Please note: I wrote this several years ago and I am sharing it now because it is September: National Suicide Prevention and Awareness month. My hope is that it can contribute to the broader understanding and discussion of suicidal thoughts and experiences. If you or someone you know are experiencing extreme distress and need support, please reach out. Crisis Text Line can be reached by texting the word HOME to the number 741741. The National Suicide Prevention Lifeline can be called at 1-800-273- TALK(8255).
I mean “a” as in a very specific one. Right now it is in pieces in a few plastic grocery bags, all shoved into one grocery bag, which has been hastily jammed into the trash can in the kitchen.
This was after a very loud, very tearful, quite honest and also funny confession that I was extraordinarily depressed.
So depressed, I told my shocked roommate, that when I discovered the squash was rotting from the inside I started crying.
I saw the rotten insides of a squash. I started crying like a five year old lost at Disney World.
…It wasn’t really about the squash.
I get a produce delivery now and then because it can be difficult for me to go to the store. The produce delivery provides options that are so much better in variety and (usually) quality.
I was so excited about this squash. This delicata squash. I had never had one before.
Most of my other delivered produce was gone and I hadn’t eaten much the past few days. I just wasn’t that interested. I wasn’t feeling up to making dinner but then I thought of the squash. I actually wanted to try for some reason.
I started thawing chicken and smelled one end of the squash. It smelled amazing- sort of sweet and buttery.
I started cutting it. I noticed toward the other end it had a small bruise. I carved that bit out. I kept cutting.
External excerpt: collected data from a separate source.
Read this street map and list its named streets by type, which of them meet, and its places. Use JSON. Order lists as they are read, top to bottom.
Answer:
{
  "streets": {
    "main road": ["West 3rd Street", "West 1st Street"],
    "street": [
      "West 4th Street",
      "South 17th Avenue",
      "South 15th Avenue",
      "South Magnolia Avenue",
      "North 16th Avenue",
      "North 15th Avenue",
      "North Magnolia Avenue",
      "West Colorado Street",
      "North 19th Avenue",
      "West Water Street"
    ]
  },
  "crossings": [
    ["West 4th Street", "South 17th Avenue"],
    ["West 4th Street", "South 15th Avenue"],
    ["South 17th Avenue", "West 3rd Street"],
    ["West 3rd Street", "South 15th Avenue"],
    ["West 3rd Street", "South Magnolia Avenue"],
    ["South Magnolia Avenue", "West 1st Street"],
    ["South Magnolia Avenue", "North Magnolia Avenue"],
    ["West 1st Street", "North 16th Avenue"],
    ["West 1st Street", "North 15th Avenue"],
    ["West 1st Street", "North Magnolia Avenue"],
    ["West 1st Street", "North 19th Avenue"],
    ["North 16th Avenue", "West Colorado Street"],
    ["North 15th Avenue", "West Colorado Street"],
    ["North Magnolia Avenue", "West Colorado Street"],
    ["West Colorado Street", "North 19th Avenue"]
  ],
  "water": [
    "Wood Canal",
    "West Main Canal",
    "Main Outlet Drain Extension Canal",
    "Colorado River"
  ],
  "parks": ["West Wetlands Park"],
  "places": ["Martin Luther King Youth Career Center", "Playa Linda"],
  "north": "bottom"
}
Then suddenly it was brown inside.
Clearly it was rotten, but I had to see it for myself so I split the squash down the middle.
Most of it- no all of it- was just completely ruined.
I was so mad, so frustrated. It wasn’t just this squash- this promise of something, this ONE nice thing I had wanted.
This very simple thing had been able to motivate me to actually eat.
The excitement and hope of a damn squash had somehow pushed all the way through this desperation I have been feeling.
It got past the horrible understanding of why people want to die all the time,
past the idea that I will always be in pain,
past the thought that I will never ever finish school or work or do anything meaningful again.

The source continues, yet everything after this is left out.